That’s not all the Monica files include. In post-presidential life, aides and White House servants to the Clintons talk about the former president’s use of the White House theater, only steps away from the first lady’s traditional offices in the East Wing, and which was said to double as a forum for presidential dalliances with various women. As long as their identities could be concealed, these aides were willing to be open about what transpired and how they were open secrets in the boys’ club that was the Clinton West Wing. There were any number of young staffers who caught the president’s eye, or hand, or "inadvertent" touch. An adviser to Monica Lewinsky was told a secondhand story, which he related to me, of a young woman along the campaign trail whom Clinton invited to "work out" with him at the Little Rock YMCA, and another to whom he slipped a private White House phone number. At Richard Nixon’s funeral, Clinton was said to have made a pass at the wife of one of the former president’s pallbearers.
A number of sources mentioned to me the former flight attendant whom, in true Kennedy style, Clinton had brought onto the White House staff, where she worked alongside another of his purported mistresses, this one a woman named Marsha. "She’s a great character," one of her friends tells me at a lunch where she insists on anonymity.
During his first term in office, around 1994, Clinton is said to have called up his close confidant David Pryor of Arkansas to brag. They had known each other well since Clinton’s days in Arkansas, and Pryor, who was then a U.S. senator representing Arkansas, had helped Clinton with his political rise in more ways than one.
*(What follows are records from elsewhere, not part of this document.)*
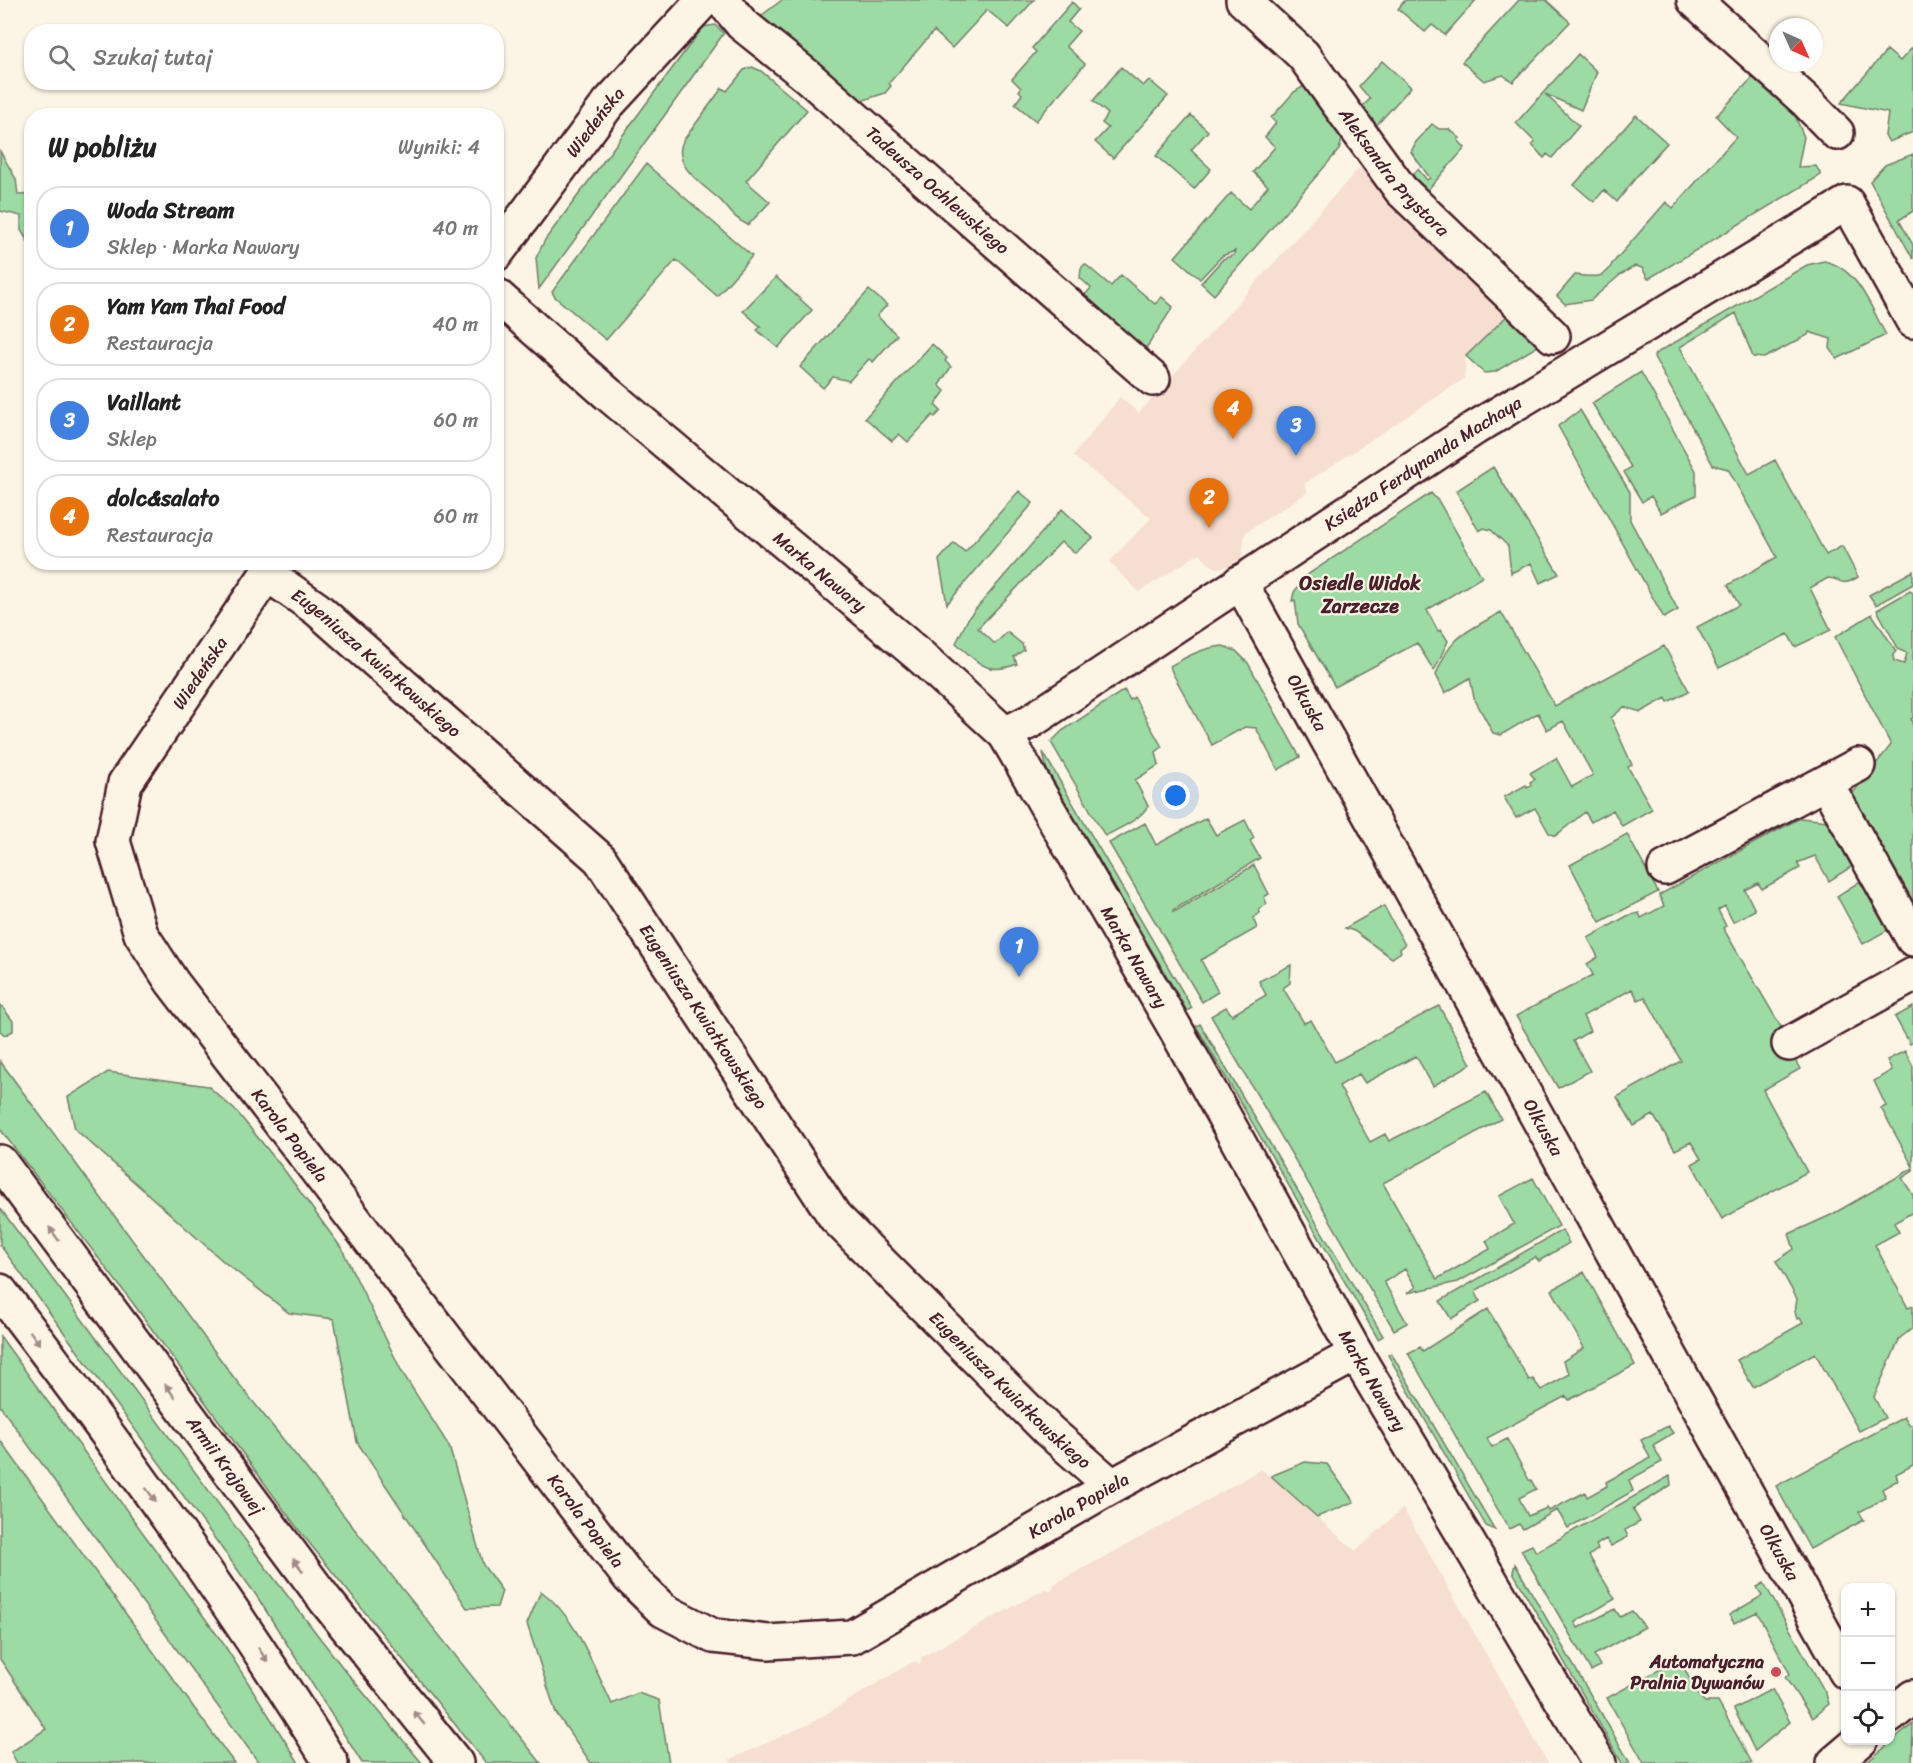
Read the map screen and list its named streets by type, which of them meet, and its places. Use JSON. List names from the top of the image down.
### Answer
{
  "streets": {
    "street": [
      "Wiedeńska",
      "Aleksandra Prystora",
      "Tadeusza Ochlewskiego",
      "Księdza Ferdynanda Machaya",
      "Marka Nawary",
      "Eugeniusza Kwiatkowskiego",
      "Olkuska",
      "Karola Popiela",
      "Armii Krajowej"
    ]
  },
  "crossings": [
    ["Wiedeńska", "Karola Popiela"],
    ["Księdza Ferdynanda Machaya", "Marka Nawary"],
    ["Księdza Ferdynanda Machaya", "Olkuska"],
    ["Marka Nawary", "Karola Popiela"],
    ["Eugeniusza Kwiatkowskiego", "Karola Popiela"]
  ],
  "districts": ["Osiedle Widok Zarzecze"],
  "places": ["Automatyczna Pralnia Dywanów"],
  "north": "bottom right",
  "page": {
    "search": "Szukaj tutaj",
    "heading": ["W pobliżu", "Wyniki: 4"],
    "list": [
      {
        "mark": "1",
        "name": "Woda Stream",
        "note": "Sklep · Marka Nawary",
        "value": "40 m"
      },
      {
        "mark": "2",
        "name": "Yam Yam Thai Food",
        "note": "Restauracja",
        "value": "40 m"
      },
      {
        "mark": "3",
        "name": "Vaillant",
        "note": "Sklep",
        "value": "60 m"
      },
      {
        "mark": "4",
        "name": "dolc&salato",
        "note": "Restauracja",
        "value": "60 m"
      }
    ],
    "pins": [
      "4",
      "3",
      "2",
      "1"
    ],
    "map_buttons": ["+", "−"]
  }
}
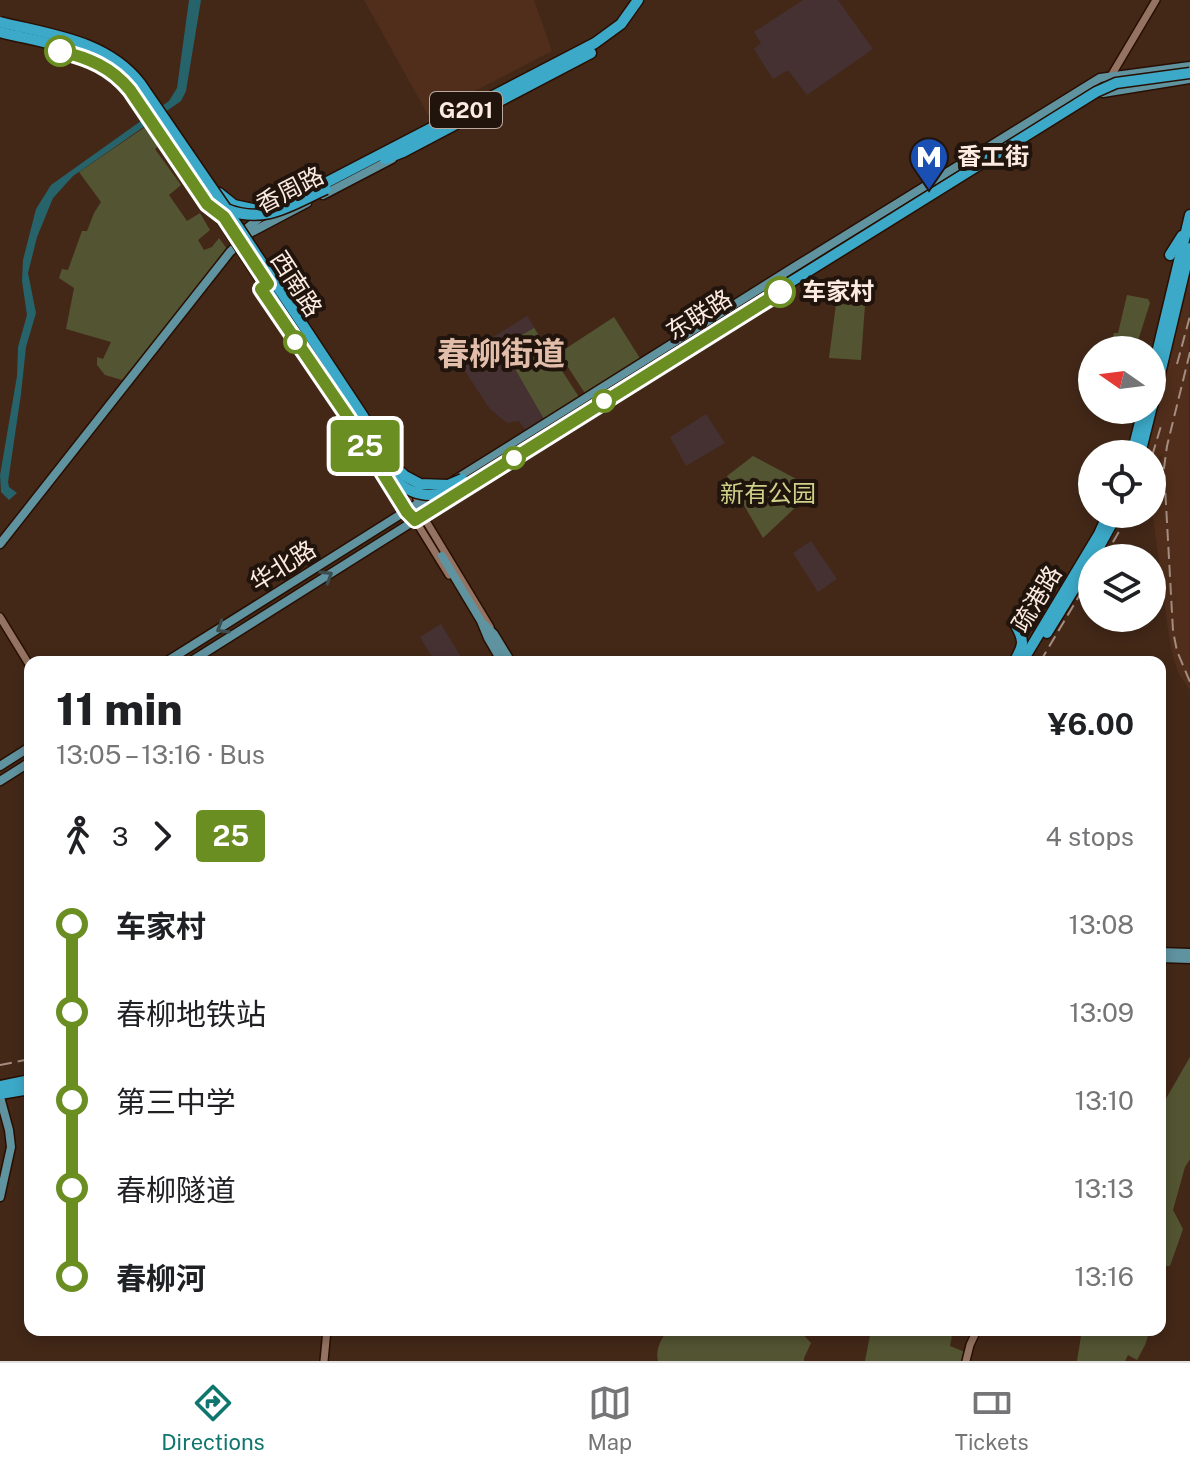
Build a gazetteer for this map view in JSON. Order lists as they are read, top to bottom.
{
  "streets": {
    "highway": [
      "G201",
      "香周路",
      "东联路",
      "疏港路"
    ],
    "main road": ["西南路", "华北路"]
  },
  "crossings": [
    ["G201", "香周路"],
    ["香周路", "西南路"],
    ["西南路", "华北路"]
  ],
  "districts": ["春柳街道"],
  "parks": ["新有公园"],
  "places": {
    "metro station": ["香工街"],
    "other": ["车家村"]
  },
  "lines": ["bus line 25"],
  "north": "left",
  "page": {
    "on_map": "25",
    "heading": ["11 min", "13:05 – 13:16 · Bus", "¥6.00"],
    "legs": ["3", "25", "4 stops"],
    "list": [
      {
        "name": "车家村",
        "value": "13:08"
      },
      {
        "name": "春柳地铁站",
        "value": "13:09"
      },
      {
        "name": "第三中学",
        "value": "13:10"
      },
      {
        "name": "春柳隧道",
        "value": "13:13"
      },
      {
        "name": "春柳河",
        "value": "13:16"
      }
    ],
    "tabs": ["Directions", "Map", "Tickets"]
  }
}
The story goes that Clinton looked up to the politician and called to tell Pryor about a major accomplishment. He had been with a pop icon. Pryor, a reserved and conservative gentleman, was shocked. It was not just that Clinton would do something like that while president of the United States; it was that Clinton would go around and brag about it.
Pryor figured he couldn’t really tell Clinton off. But he could try to put an end to the high-profile fling that endangered the president. Pryor called the singer’s agent to pass along the message that she had better knock off the dangerous affair. The agent replied, "I don’t tell [her] what to do."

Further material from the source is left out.